In July, 2003 at Item 40, you specify that “[o]n the
banks between the Boston University Bridge and the
Western Avenue Bridge, the applicant . . . shall not
cut False Indigo in order to protect habitat of
herring and heron.” Otherwise, you instruct the DCR
to perform two cuttings each year, to a minimum height
of between 6 and 12 inches (Item 30).

While the applicant states in its July 5, 2006 Plan
that False Indigo provides “nesting areas for
songbirds and erosion protection along the shoreline,”
(CRB VMP Narrative, p. 4), it nevertheless lists it as
a “species of concern” without defining the term or
stating what the concern is.

I have found no definition of “species of concern” in
the literature on “invasive plants,” nor does the
Massachusetts Invasive Plants Advisory Group list it
as an “invasive species” since it is “native” to
Massachusetts. False Indigo’s problem seems to be its
uncut ultimate height of 12-13 feet. Unchecked, it
would in some places partially obstruct views of the
Head of the Charles.

It is for this reason I believe the False Indigo and
other plants in the prime Head of the Charles viewing
spot between the Weeks Footbridge and Larz Anderson
Bridge have been severely cut for at least ten years.
As a result, the remaining few, weakened plants cannot
provide adequate buttressing to the shore against the
prevailing winter winds from the northwest. At the
Commission’s site visit on August 14, 2006, we
considered the major loss of several acres of public
parkland to erosion there.

Taking only the example of False Indigo’s place in the
VMP, I would suggest that the Commission recognize the
plant’s virtues rather than consider it a “species of
concern.” I also suggest you prohibit its coppicing
on this small part of the riverbank for two years. At
the end of that time it should be possible to see if
greater vigor and the possible spread of the present
survivors succeeds in holding the shore.

Sections of the bank where there is no False Indigo
will surely continue to erode into the river, but the
DCR has no immediate plan to remedy the problem. The
uncut False Indigo, valued for erosion control, might
prove its great worth throughout the basin. If it
does not, the Commission would have lost little in the
attempt to find out since, again, the DCR has no
immediate plans to stop future erosion at the site in
question or to replace its lost acres of land.

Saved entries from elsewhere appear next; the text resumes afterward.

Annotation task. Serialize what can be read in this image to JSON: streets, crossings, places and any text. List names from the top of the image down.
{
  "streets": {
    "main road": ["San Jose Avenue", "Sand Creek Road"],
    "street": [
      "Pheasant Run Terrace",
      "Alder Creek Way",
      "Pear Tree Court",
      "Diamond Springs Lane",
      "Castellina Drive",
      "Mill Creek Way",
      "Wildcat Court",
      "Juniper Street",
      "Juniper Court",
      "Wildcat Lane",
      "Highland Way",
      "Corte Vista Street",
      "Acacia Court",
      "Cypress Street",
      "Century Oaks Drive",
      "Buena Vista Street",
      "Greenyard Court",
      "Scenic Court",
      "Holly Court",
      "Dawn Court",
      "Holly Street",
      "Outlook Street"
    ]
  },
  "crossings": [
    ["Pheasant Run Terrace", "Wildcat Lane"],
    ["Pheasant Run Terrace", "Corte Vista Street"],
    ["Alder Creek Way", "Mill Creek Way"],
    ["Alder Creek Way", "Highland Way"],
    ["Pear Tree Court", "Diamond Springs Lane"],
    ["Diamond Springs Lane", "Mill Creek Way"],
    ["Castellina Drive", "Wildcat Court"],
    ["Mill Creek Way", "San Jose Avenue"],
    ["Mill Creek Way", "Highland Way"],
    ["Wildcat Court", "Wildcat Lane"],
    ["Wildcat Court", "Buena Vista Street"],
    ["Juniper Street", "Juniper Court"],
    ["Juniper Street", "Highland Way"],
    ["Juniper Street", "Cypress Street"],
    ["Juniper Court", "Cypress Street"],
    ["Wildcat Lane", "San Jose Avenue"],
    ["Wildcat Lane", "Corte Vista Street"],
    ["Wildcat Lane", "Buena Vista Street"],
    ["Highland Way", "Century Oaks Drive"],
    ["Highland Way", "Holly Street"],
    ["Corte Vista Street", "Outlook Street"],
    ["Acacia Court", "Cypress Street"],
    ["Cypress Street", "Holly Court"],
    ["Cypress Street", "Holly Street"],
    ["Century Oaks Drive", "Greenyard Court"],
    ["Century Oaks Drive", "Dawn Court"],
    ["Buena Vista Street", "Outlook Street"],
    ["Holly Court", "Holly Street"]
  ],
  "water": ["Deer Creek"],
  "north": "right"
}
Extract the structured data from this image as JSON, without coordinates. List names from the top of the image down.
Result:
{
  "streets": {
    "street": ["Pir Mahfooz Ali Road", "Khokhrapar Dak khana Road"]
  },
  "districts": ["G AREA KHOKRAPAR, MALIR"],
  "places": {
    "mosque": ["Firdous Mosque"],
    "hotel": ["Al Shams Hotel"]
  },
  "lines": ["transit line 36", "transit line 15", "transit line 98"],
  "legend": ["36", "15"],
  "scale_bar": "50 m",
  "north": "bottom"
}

In your review of the DCR’s vegetation management work
in 2005 and in 2006 to date, please see my enclosed
letter to you dated April 19, 2006 about unsupervised
cutting on the river.

Yours sincerely,

2. Analysis of Bob La Trémouille.

The nicest think I have to say about the DCR's fake vegetation management plan is that the DCR Chairman shouted me down when I tried to intersperse reality among the DCR's lies.

The DCR brags about leaving a foot of vegetation and ROUTINELY clear cuts on the Charles River.

The DCR has no honor.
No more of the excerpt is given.